Educated Patient® Lung Cancer Summit: June 25, 2022 - Episode 8
Watch Dr. Ravi Salgia, from City of Hope, discuss advancements in small cell lung cancer during the CURE Educated Patient Lung Cancer Summit.
Decades ago, lung cancer was broadly diagnosed as one disease. But thanks to scientific advancements, clinicians now know that there are two distinct types of lung cancer: small cell and non-small cell. With the former still lagging behind the latter when it comes to certain treatment advancements, explained Dr. Ravi Salgia.
“As soon as somebody is diagnosed with small cell lung cancer, you have to (question if it is) within the chest cavity or has it spread beyond the chest cavity?” Salgia, professor and chair of medical oncology and therapeutics research at City of Hope in Duarte, California, said in his presentation at the CURE® Educated Patient® Lung Cancer Summit.
Salgia explained that small cell lung cancer can also be classified through staging using tumor size, nodal status and metastasis spread, or TNM.
Patients with limited disease, those who are “truly stage 1” may be treated with surgery followed by chemotherapy, Salgia noted. But if there is lymph node involvement, patients may undergo chemotherapy and radiation therapy, followed by prophylactic cranial irradiation, a process intended to help prevent the spread of cancerous cells and recurrence in the brain.
Patients whose disease progressed, however, may want to consider participation in a clinical trial, Salgia said.
“I can't emphasize clinical trials enough. Even in stage 1 disease, if the survival is, let's say, only about 30%; we have to make a difference for the 70% of the patients in the limited disease (space). So, if patients can go on a clinical trial, that's even better,” Salgia said, adding that the usual treatments for small cell lung cancer have remained largely unchanged in the last three decades. “We still give cisplatin or carboplatin with etoposide, and we know that there is no observed benefit to therapy in more than four to six cycles, so we really have to make a difference.”

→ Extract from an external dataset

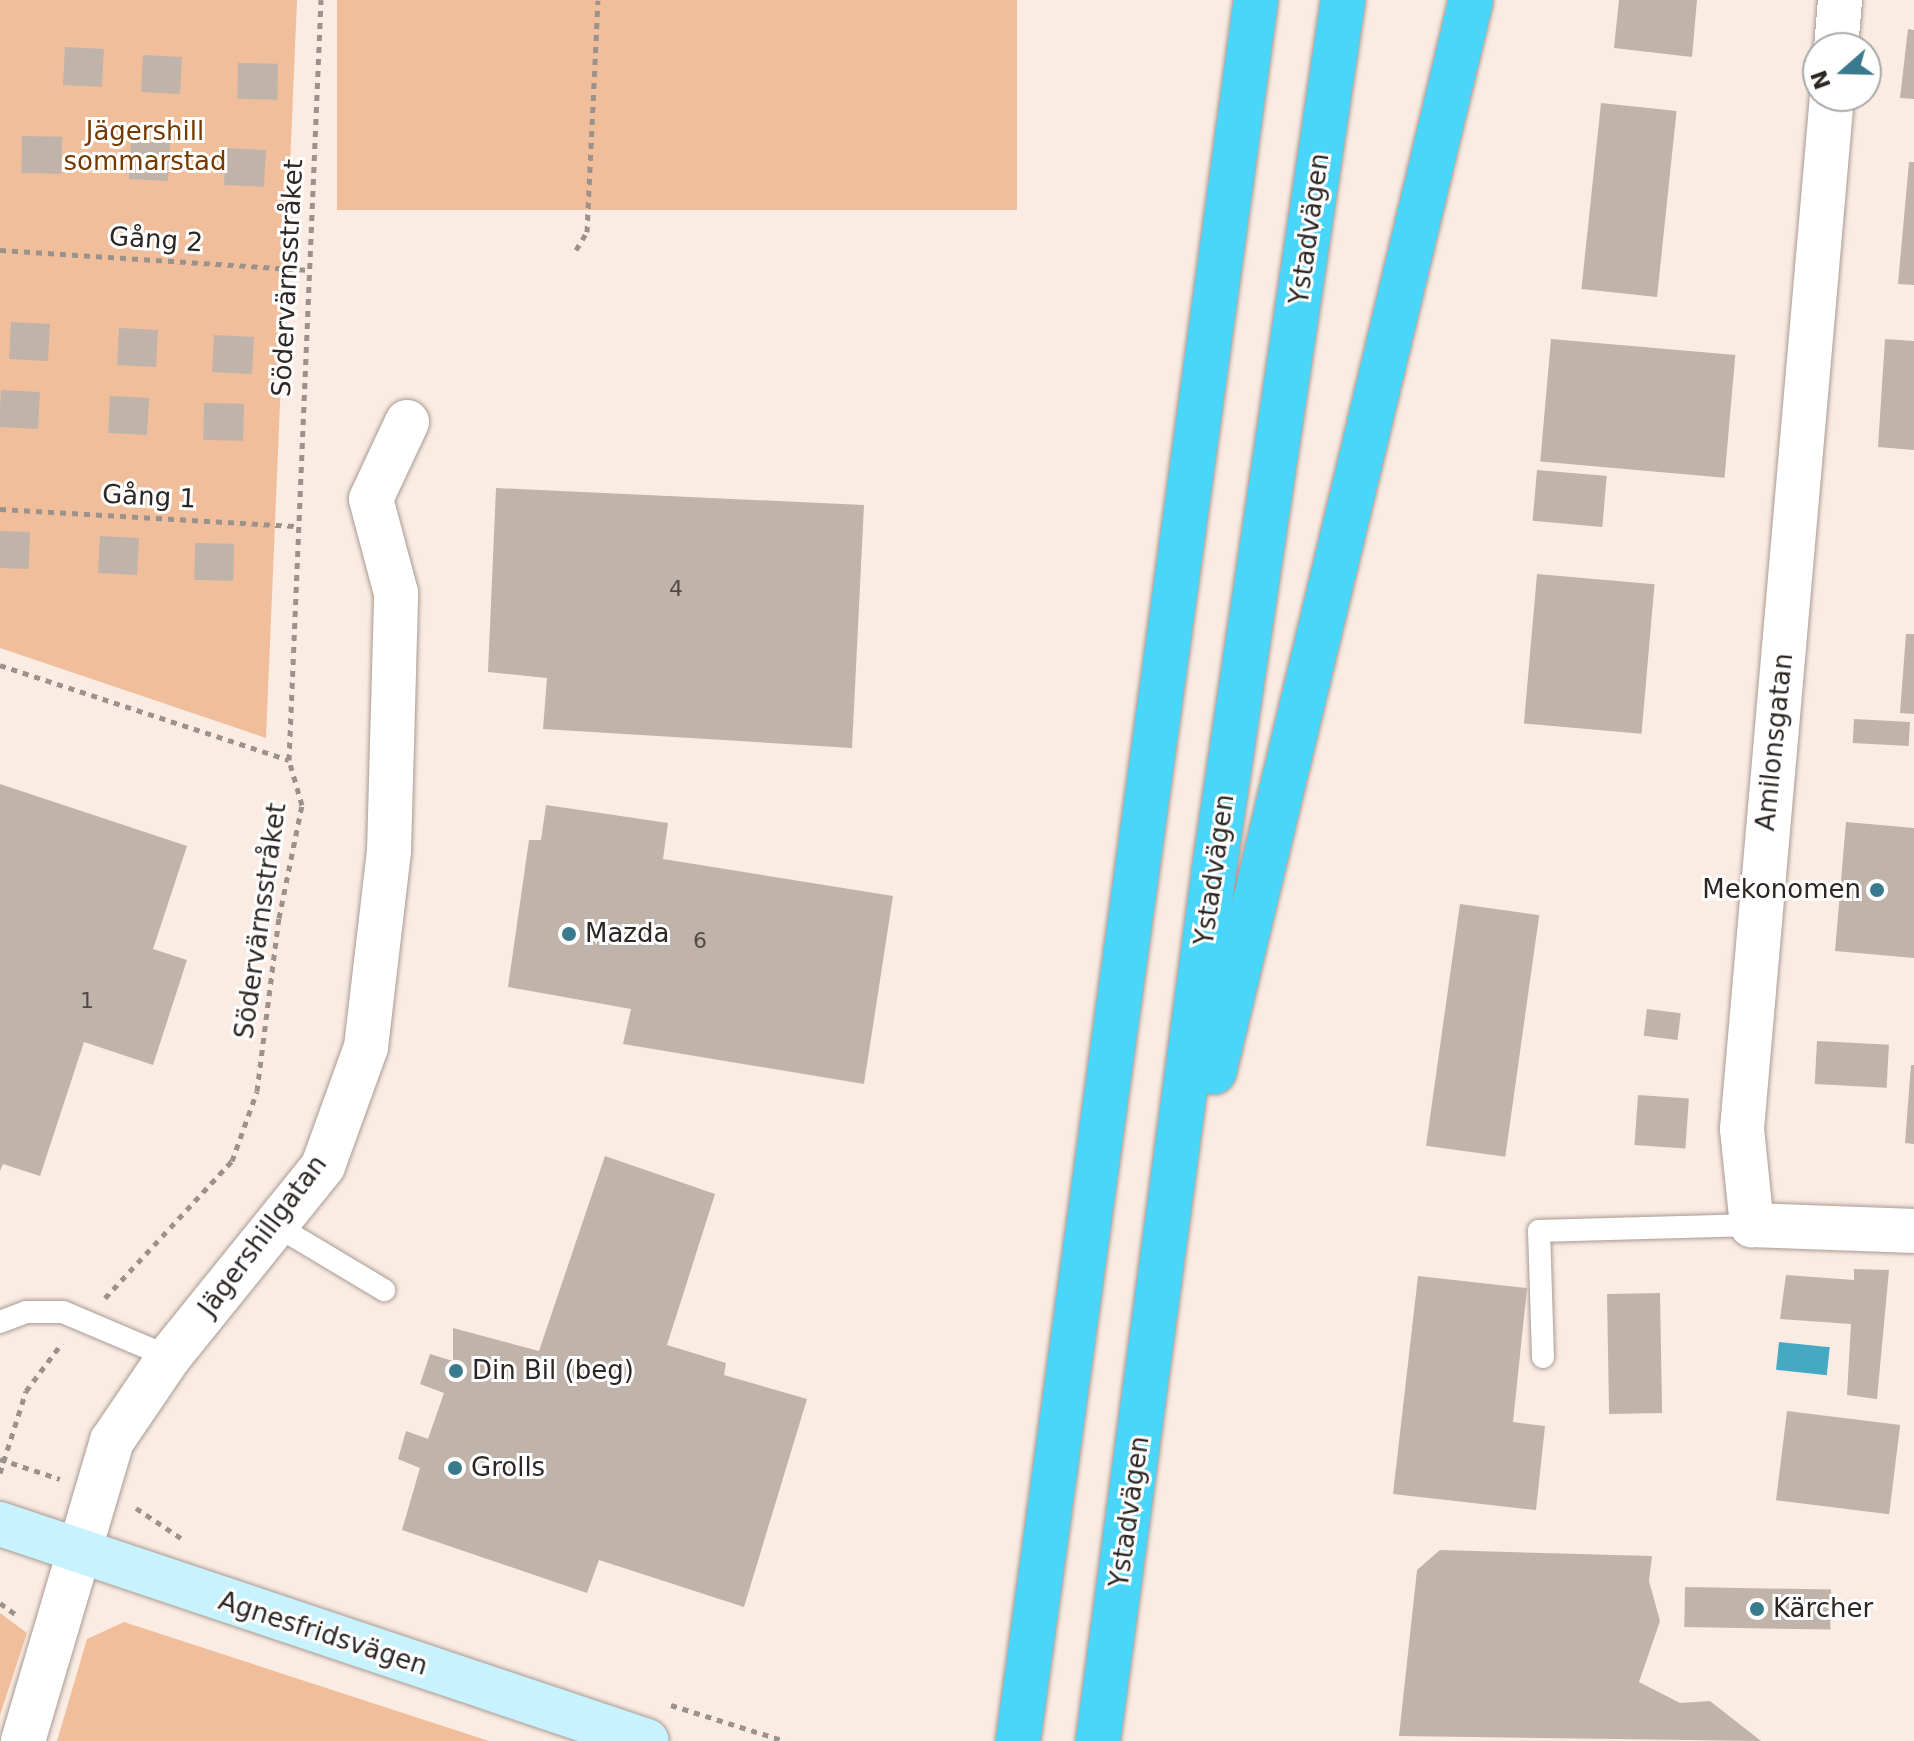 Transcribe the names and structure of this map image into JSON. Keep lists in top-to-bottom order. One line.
{"streets":{"highway":["Ystadvägen"],"main road":["Agnesfridsvägen"],"street":["Amilonsgatan","Jägershillgatan"],"path":["Gång 2","Södervärnsstråket","Gång 1"]},"crossings":[["Gång 2","Södervärnsstråket"],["Södervärnsstråket","Gång 1"],["Jägershillgatan","Agnesfridsvägen"]],"parks":["Jägershill sommarstad"],"places":["Mekonomen","Mazda","Din Bil (beg)","Grolls","Kärcher"],"house_numbers":["4","6","1"],"north":"left"} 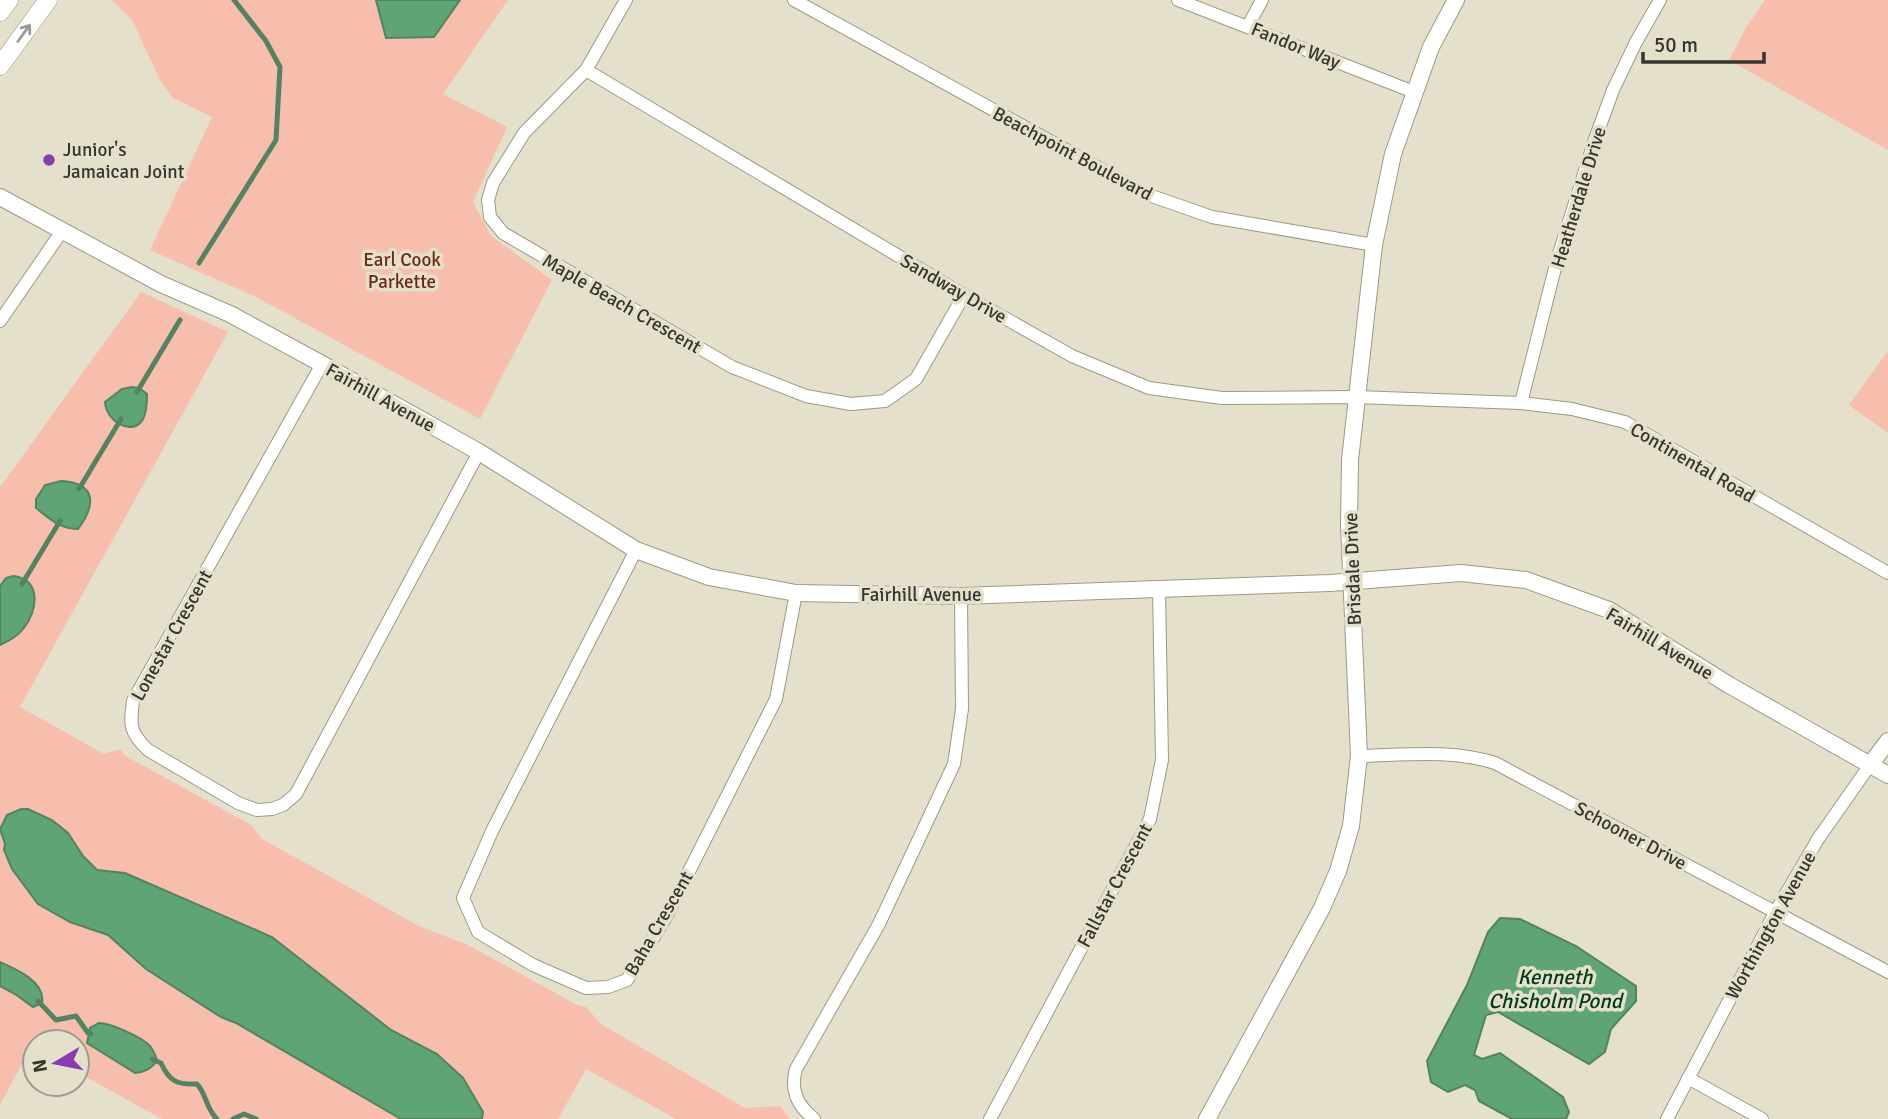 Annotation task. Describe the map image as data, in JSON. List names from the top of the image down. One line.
{"streets":{"street":["Fandor Way","Beachpoint Boulevard","Heatherdale Drive","Sandway Drive","Maple Beach Crescent","Fairhill Avenue","Continental Road","Brisdale Drive","Lonestar Crescent","Schooner Drive","Fallstar Crescent","Baha Crescent","Worthington Avenue"]},"crossings":[["Fandor Way","Brisdale Drive"],["Beachpoint Boulevard","Brisdale Drive"],["Heatherdale Drive","Continental Road"],["Sandway Drive","Maple Beach Crescent"],["Sandway Drive","Continental Road"],["Sandway Drive","Brisdale Drive"],["Fairhill Avenue","Brisdale Drive"],["Fairhill Avenue","Lonestar Crescent"],["Fairhill Avenue","Fallstar Crescent"],["Fairhill Avenue","Baha Crescent"],["Fairhill Avenue","Worthington Avenue"],["Continental Road","Brisdale Drive"],["Brisdale Drive","Schooner Drive"],["Schooner Drive","Worthington Avenue"]],"water":["Kenneth Chisholm Pond"],"parks":["Earl Cook Parkette"],"places":["Junior's Jamaican Joint"],"scale_bar":"50 m","north":"left"} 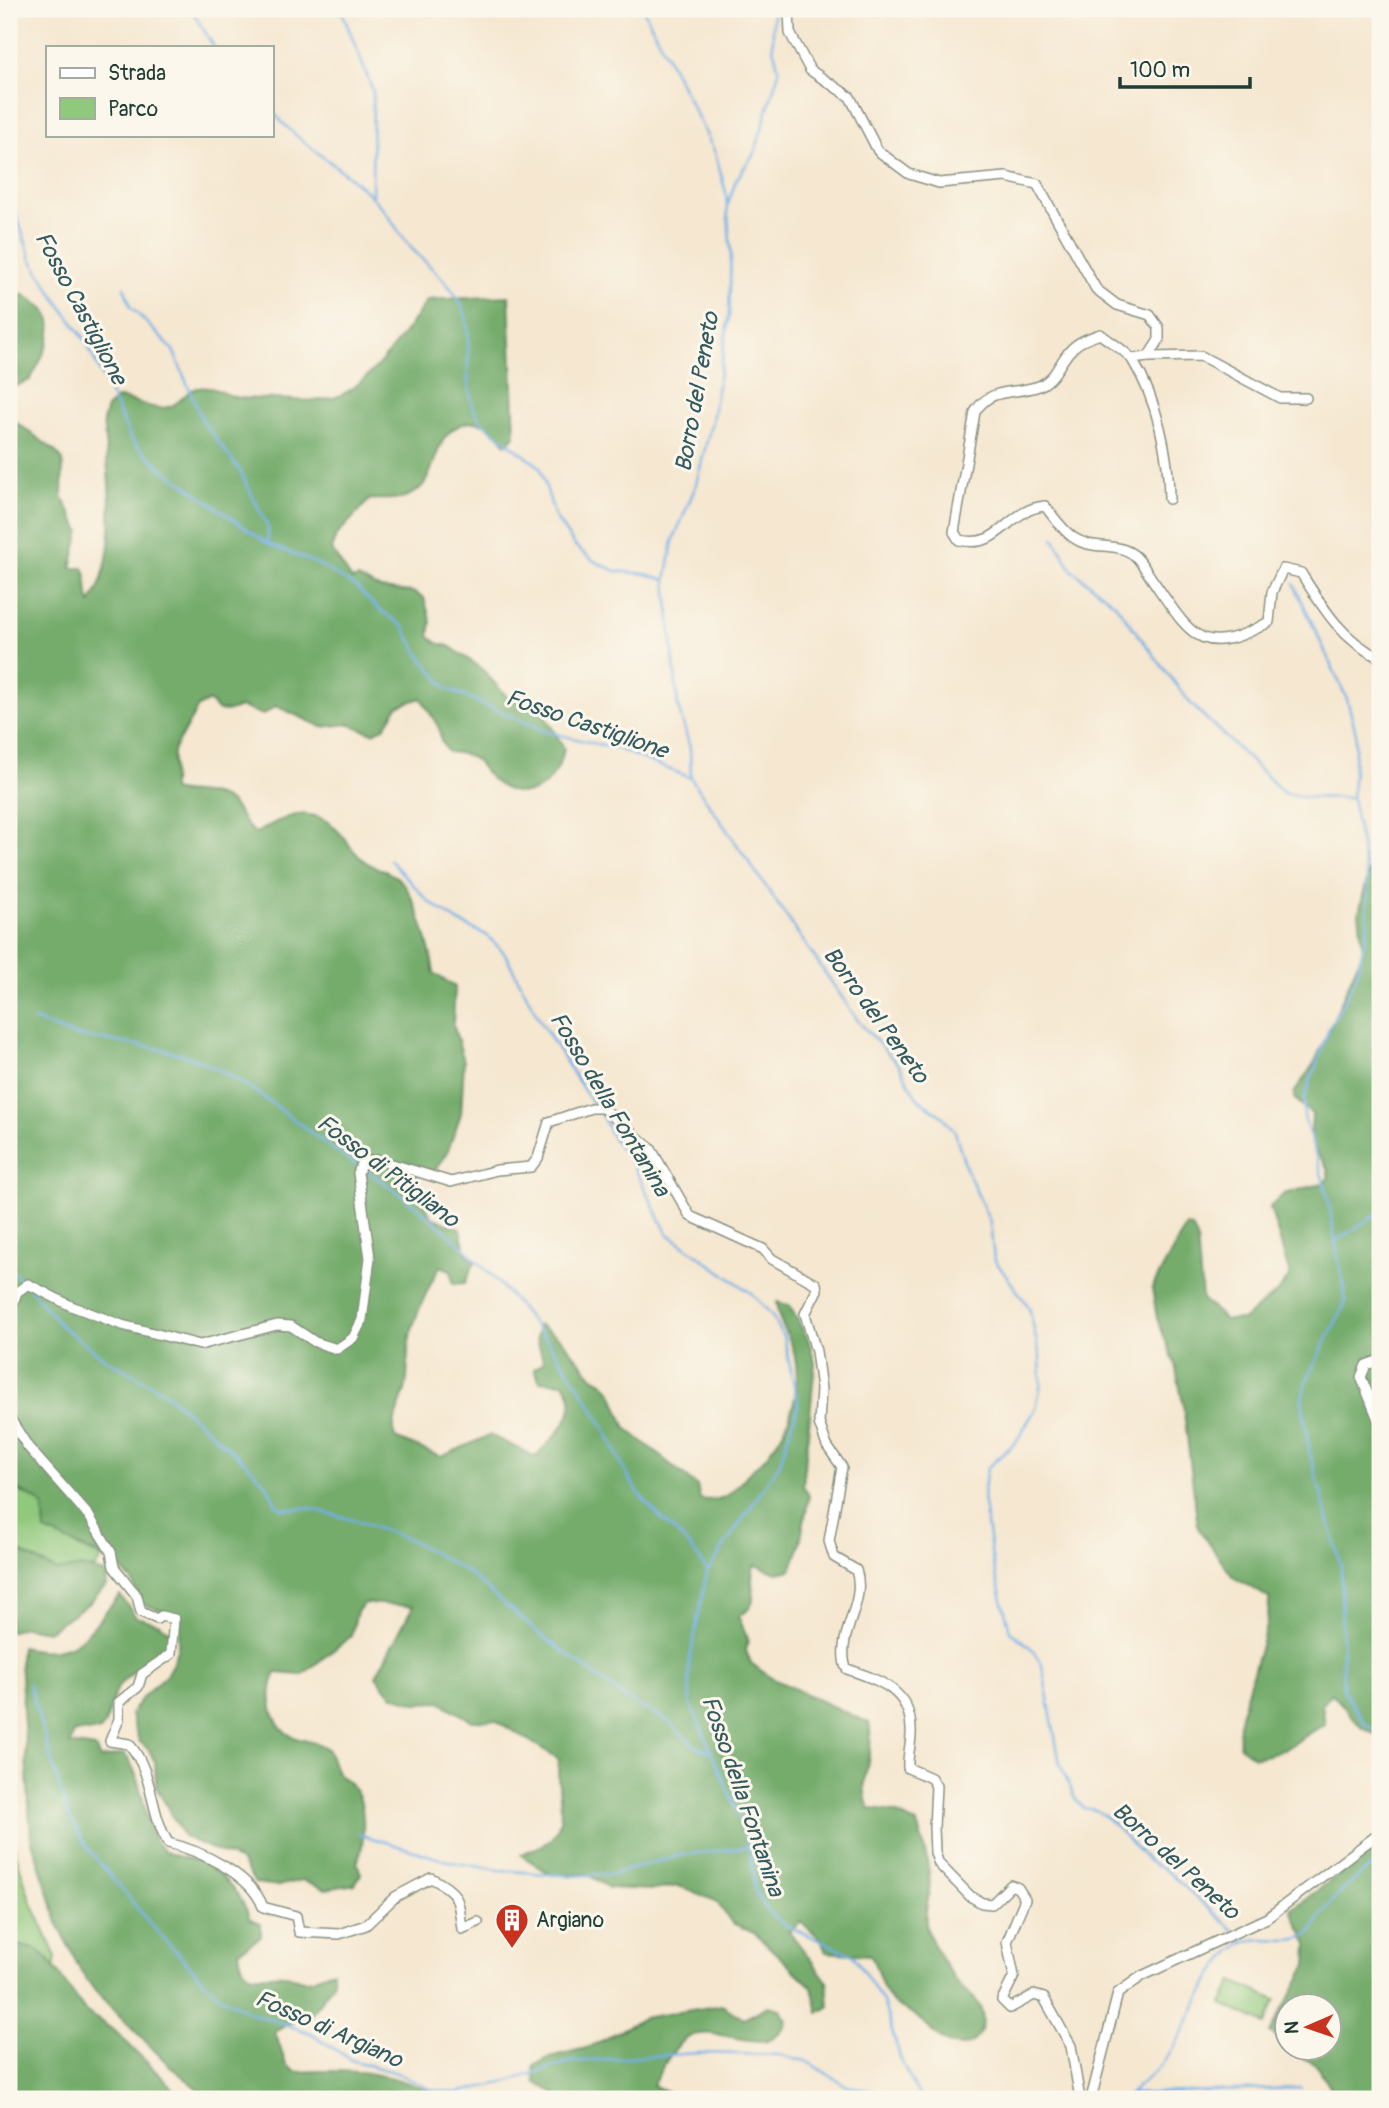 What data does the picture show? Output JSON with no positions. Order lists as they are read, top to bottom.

Metastatic Small Cell Lung Cancer
Immunotherapy agents such as Opdivo (nivolumab) and Keytruda (pembrolizumab) — which have led to landmark improvements in non-small cell lung cancer — were pulled from the market for small cell lung cancer treatment because long-term studies did not show positive results.
However, that does not mean that there are no immunotherapy treatments that show promise in frontline small cell lung cancer treatment.
“In first-line therapy, the combination of chemotherapy with (Tecentriq [atezolizumab]) was approved in 2019, and then (Imfinzi [durvalumab]) with chemotherapy got approved in 2020, and that’s our standard of care,” Salgia said.
In 2020, Zepzelca (lurbinectedin) was also approved for first-line treatment of small cell lung cancer, further expanding options for patients with the disease.
Salgia mentioned that he and other lung cancer researchers around the world are working on developing therapeutics that target molecular abnormalities that may be present in certain patients with the disease, similar to the targeted agents that are being used for non-small cell lung cancer.
“There has been a whirlwind of discovery in small cell (lung cancer), but in my mind, we’re not there yet,” he said. “And we really have to make a huge difference.”